Jeff Davis, supervisor of student services, first brought the idea of interscholastic program random drug testing to the board in March with the idea of testing students who participate in Virginia High School League activities, which includes athletes and other academic teams such as ACE.
The policy has expanded to include extracurricular organizations defined as “any sport, club, organization or activity that is not linked to an academic grade but that is under the purview of Halifax County Public Schools.”
The board has discussed price, consequences and other concerns about speculating which students are using drugs over the past few months.
“I could see this turning into a real circus,” said Coleman in August, who also added she would rather see the money go to educating students about drugs.
In a final attempt to sway members, Coleman told the board Monday evening, “We don’t have the money in the budget for it.”
Davis said the cost will be anywhere from $15,000 to $20,000.
While there isn’t a line item in the current budget for random student drug testing, Bob Aylor, interim finance director, said, “We could potentially come up with the funds.”
Superintendent Dr.
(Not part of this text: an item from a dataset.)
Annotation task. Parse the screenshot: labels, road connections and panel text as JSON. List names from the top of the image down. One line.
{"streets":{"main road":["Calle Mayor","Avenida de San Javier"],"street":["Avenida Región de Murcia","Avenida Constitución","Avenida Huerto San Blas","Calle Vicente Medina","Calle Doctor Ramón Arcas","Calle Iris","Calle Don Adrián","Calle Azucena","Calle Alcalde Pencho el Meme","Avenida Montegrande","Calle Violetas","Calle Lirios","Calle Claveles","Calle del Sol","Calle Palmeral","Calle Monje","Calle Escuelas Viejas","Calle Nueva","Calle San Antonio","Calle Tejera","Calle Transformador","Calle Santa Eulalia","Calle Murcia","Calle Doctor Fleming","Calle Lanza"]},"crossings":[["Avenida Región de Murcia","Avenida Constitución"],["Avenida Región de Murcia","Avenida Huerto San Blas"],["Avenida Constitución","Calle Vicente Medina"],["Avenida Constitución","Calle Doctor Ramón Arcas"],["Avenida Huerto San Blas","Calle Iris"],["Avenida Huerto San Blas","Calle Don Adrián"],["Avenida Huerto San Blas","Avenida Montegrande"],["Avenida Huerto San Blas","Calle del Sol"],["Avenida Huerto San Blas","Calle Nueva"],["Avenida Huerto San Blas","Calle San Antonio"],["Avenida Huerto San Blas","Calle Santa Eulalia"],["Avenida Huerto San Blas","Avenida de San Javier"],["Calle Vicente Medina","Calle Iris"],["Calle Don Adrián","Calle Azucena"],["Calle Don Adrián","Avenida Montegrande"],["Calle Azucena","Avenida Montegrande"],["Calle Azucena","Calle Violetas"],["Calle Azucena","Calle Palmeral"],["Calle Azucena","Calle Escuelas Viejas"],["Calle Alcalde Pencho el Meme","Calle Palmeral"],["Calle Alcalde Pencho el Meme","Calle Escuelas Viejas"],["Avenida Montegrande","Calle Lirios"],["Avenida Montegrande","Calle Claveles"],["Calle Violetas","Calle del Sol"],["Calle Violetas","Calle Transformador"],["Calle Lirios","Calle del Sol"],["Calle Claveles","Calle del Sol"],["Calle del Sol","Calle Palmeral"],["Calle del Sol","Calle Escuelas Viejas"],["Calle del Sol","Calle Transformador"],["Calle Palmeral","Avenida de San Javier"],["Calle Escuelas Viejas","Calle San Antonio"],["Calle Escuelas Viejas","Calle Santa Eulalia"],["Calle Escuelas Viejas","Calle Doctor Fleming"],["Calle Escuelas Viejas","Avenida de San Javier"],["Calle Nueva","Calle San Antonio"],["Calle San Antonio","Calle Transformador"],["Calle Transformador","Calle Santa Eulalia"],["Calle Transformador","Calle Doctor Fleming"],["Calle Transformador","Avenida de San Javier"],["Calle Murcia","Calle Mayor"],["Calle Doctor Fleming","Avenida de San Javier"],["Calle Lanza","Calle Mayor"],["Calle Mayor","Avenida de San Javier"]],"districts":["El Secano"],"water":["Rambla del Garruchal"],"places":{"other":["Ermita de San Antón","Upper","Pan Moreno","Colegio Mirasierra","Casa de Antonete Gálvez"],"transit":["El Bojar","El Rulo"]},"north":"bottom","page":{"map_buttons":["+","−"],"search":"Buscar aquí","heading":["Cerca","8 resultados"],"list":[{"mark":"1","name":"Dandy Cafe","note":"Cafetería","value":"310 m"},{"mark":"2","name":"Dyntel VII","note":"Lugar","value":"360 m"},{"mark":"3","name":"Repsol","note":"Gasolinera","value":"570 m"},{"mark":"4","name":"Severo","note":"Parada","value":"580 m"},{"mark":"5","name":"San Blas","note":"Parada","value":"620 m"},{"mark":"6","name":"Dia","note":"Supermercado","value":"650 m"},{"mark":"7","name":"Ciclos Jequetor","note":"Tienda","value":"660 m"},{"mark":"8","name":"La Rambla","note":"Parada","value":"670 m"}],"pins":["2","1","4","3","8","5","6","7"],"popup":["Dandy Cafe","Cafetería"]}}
Mark Lineburg noted the funds could come from savings, but he stressed they would have to establish a line item for it in the upcoming budget.
ED-2 trustee Roy Keith Lloyd made a motion to accept the draft regulation but later amended his motion not to take effect until 2020.
“What’s the difference,” said Potts. “If we don’t have the money now, we won’t have the money then.”
ED-7 trustee Monty Lowery pointed out the board often finds funding to cover unexpected items saying, “We always pick the money up.”
As stated in the approved regulation, in order to participate in a sport or club, students and their parent or guardian must consent to random drug testing, drug testing due to reasonable suspicion and voluntary student or parent disclosure of drug use.
Once a student and parent consents to the drug testing, he or she will remain eligible for testing through the end of his or her sport or extracurricular activity season.
If a student chooses to withdraw from the sport or club, he or she will no longer be subject to random drug testing.
The company chosen to administer the tests will receive the Virginia High School League master eligibility list identifying all sports players and a copy of the membership roster for all HCPS authorized clubs. Names will be put into a computer to be randomly selected.
Drug testing will be performed by collecting a saliva sample, and students will be tested for marijuana, synthetic cannabinoids, opiates, cocaine, methamphetamines, anabolic steroids, phencyclidine, MDMA and/or any other substance defined as a “controlled substance” by either Virginia or federal law.
If a test is positive, the student will be suspended from activities for a minimum of 30 days. Administration will then conduct a screening interview with the student and parents where an intervention program will be imposed.
The student and parents must submit to the intervention program at their expense.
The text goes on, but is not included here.